4. Corrective Actions and Follow-up (CAPA)

A "Corrective Action" (CAPA) must be initiated by the relevant departments for each nonconformity specified in the report. In this process:

  • The root cause of the nonconformity is analyzed.
  • Actions are planned to eliminate the root cause.
  • Target dates and responsible persons are determined for the actions.
  • At the end of the specified period, internal auditors conduct a follow-up audit to verify the effectiveness of the corrective actions.

Independence Issue and Outsourcing in Small Companies

Especially in small-scale organizations such as SMEs and technopark companies in Ankara, it is very difficult to implement the principle of independence of internal auditors. Due to the limited number of personnel, employees may have to take on multiple roles, which prevents objective auditing.

In such cases, it is the healthiest solution to have the internal audit process run entirely by an independent and professional external eye. As LeonX, we analyze your company's business model and risk profile to offer objective and value-added Business and Management Consulting solutions.

Thanks to the independent internal audits we conduct with our expert auditors, we guarantee that you will successfully pass certification audits while offering strategic suggestions to improve your corporate processes. For detailed information, you can review our Information Security Policy Consulting page.

ISO 27001 Internal Audit Checklist (Sample Questions)

Some basic questions that auditors frequently ask during internal audits are:

  • Leadership: How does senior management support information security objectives? Are management review meetings held regularly?
  • Risk Management: Is the risk assessment methodology up-to-date?

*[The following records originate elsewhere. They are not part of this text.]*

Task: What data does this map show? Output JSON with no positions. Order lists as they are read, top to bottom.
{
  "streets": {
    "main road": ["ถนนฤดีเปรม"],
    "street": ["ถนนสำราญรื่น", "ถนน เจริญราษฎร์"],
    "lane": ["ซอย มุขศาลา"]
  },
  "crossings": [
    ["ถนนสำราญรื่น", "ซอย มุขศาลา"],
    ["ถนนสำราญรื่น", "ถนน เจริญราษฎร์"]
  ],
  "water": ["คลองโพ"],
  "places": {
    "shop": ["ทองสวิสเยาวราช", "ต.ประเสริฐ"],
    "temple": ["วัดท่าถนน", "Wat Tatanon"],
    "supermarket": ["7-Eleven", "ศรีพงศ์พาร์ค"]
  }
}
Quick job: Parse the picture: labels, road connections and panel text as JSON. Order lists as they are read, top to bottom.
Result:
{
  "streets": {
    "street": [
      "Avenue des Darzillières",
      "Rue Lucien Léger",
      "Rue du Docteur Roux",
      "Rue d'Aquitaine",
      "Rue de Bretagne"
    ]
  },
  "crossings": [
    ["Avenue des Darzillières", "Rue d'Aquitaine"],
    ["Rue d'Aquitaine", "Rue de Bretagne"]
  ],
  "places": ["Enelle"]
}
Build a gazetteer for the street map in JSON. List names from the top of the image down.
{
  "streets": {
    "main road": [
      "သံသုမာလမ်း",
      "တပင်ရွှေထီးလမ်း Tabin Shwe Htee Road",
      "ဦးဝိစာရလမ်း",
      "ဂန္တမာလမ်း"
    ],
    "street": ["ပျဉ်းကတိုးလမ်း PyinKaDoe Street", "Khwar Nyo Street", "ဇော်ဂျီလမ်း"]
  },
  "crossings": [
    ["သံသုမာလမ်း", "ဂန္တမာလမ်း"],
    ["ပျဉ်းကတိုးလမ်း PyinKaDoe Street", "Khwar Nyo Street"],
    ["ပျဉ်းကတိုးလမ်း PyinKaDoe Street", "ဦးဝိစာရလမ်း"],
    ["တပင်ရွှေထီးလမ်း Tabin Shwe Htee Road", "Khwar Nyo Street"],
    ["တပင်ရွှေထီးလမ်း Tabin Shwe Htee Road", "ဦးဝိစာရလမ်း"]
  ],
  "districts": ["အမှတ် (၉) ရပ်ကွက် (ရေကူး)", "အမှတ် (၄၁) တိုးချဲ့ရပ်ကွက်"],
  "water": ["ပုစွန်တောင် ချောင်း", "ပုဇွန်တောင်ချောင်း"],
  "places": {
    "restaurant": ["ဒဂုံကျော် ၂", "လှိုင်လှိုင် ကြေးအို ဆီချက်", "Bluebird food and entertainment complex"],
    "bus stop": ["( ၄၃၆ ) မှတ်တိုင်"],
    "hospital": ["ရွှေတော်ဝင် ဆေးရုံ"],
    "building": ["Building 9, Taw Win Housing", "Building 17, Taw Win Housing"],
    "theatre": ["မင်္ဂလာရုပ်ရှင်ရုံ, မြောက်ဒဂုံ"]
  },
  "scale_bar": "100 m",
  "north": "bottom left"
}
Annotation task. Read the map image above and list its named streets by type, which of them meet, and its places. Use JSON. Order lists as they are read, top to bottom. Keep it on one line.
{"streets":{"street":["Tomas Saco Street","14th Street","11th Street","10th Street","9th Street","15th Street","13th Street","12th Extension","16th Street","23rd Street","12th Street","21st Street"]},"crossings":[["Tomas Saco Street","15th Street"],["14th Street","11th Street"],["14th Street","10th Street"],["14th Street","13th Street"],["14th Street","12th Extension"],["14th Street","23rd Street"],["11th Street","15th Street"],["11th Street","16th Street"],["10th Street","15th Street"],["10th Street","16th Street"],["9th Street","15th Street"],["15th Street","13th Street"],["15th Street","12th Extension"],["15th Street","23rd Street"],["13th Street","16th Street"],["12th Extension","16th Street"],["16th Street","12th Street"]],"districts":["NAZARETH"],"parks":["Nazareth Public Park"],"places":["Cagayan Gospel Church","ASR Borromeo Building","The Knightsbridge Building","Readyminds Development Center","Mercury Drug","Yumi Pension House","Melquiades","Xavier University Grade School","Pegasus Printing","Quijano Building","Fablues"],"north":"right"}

Have action plans been created for identified risks?
  • Access Control: Are user authorizations in line with the "least privilege" principle? Is Multi-Factor Authentication (MFA) active on critical systems?
  • Backup: Is a backup policy defined? Are backup restore tests performed and reported regularly?
  • Physical Security: How are entry authorizations to the server room controlled and recorded?

To support your internal audit preparations and strengthen your ISMS infrastructure, you can review our guides belonging to other areas of expertise:

To conduct an impartial, professional, and value-adding ISO 27001 internal audit process in your organization and prepare fully for external audits, you can contact us at any time.

Frequently Asked Questions

How many times a year should an internal audit be performed?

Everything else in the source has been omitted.